Huntingfield, St Mary's Church
Huntingfield, St Mary's Church
The parish church of St Mary the Virgin at Huntingfield is a gem, a treat for the senses. Though the building dates to the Norman period, it is a recent addition that makes Huntingfield such a rewarding place to visit; an exquisitely ornate, painted angel roof, the work of the wife of a Victorian rector, who spent some 23 years creating an extraordinary work of art.
Let's get the history out of the way before jumping ahead to the Victorian art. There has probably been a church here at Huntingfield since the 11th century, or perhaps even a century earlier. This earlier date is supported by the finding of a 10th century Saxon coffin and standing cross here just after the turn of the 20th century. The stone fragmenents of the cross and coffin are set in the church wall. Much of the current church is 15th century, though it incorporates earlier work, including a 13th-14th century chancel.

In the north wall of the chancel is an ornate niche which may have been an Easter Sepulchre. Within the niche is a tomb chest to John Paston (d. 1575). On the wall of the niche above the tomb are traces of a wall painting. Of a similar vintage to the Paston tomb is a monument to Anne Moulton (d. 1595) on the north wall of the chancel. There are also fragments of medieval stained glass in the east window if the south aisle, and a wonderful grave slab to Martha Shute (d. 1705), with a carving of her shrouded body standing atop a skull.

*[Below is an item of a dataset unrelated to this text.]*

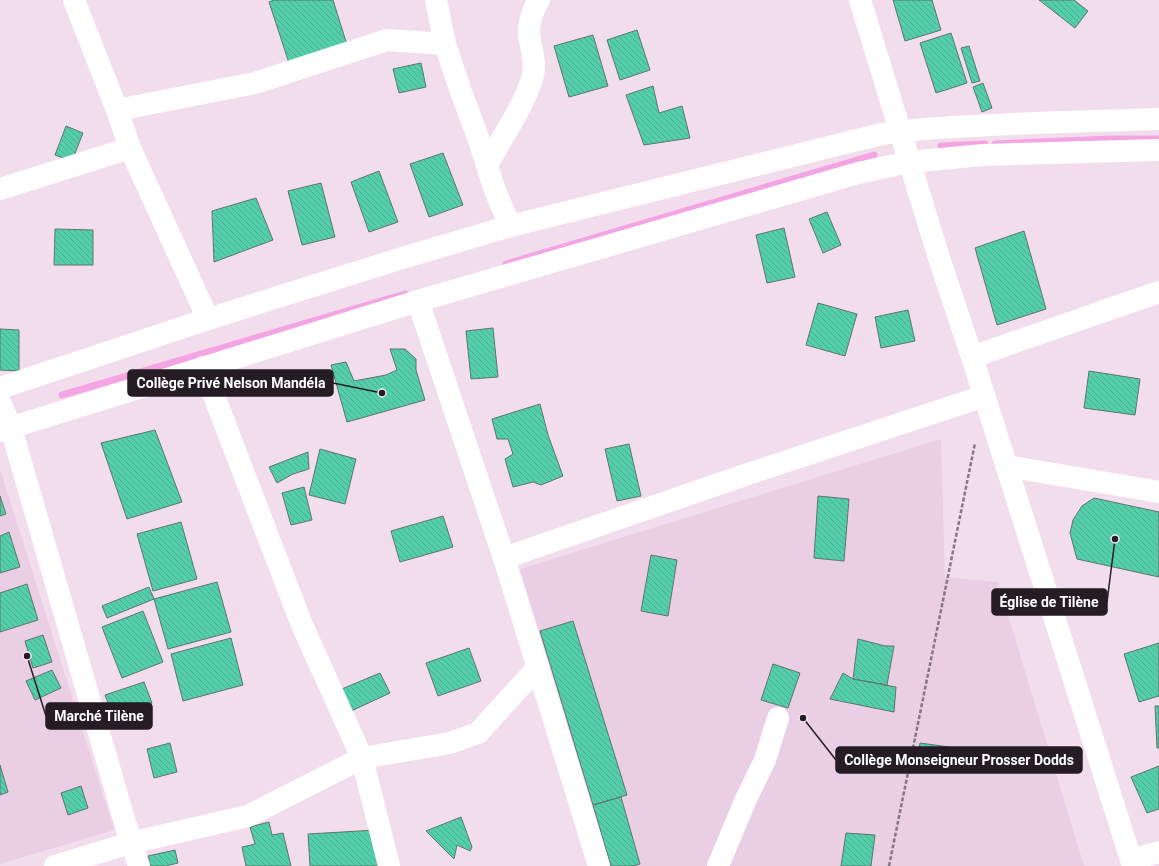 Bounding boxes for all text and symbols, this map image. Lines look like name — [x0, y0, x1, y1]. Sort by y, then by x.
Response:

Right, that's the historic bits and bobs dealt with, so let's get on to the real reason to visit Huntingfield; the astonishing painted roof. The person responsible for this work of art on a massive scale was Mildred Holland, wife of William Holland, who served as rector of Huntingfield from 1848-1892. Over the years 1859-66 Mrs Holland painstakingly painted the entire 15th century hammerbeam roof, angels and all, in an extraordinarily colourful fashion.

It is hard to adequately describe the painting scheme, so I suggest you examine the photos accompanying this article. Mrs Holland had no assistance with the painting, which must have been fantastically difficult, not to mention expensive. One source (The Shell Guide to Suffolk) suggests that the Holland's spent £2000 on the church roof; an exceptional sum for the time. I don't know what it did to their family finances, but if you see the result today you'd say the money was well spent. The Holland's tomb lies beside the church path, and as you pass by, pause to say a silent 'thank you'; it really is that good.

Is it authentic? Appropriate? Well, I'll leave that for someone else to debate. I loved it, and I'm not one always given to appreciating Victorian art. The Huntingfield roof is quite simply extraordinary; a must see.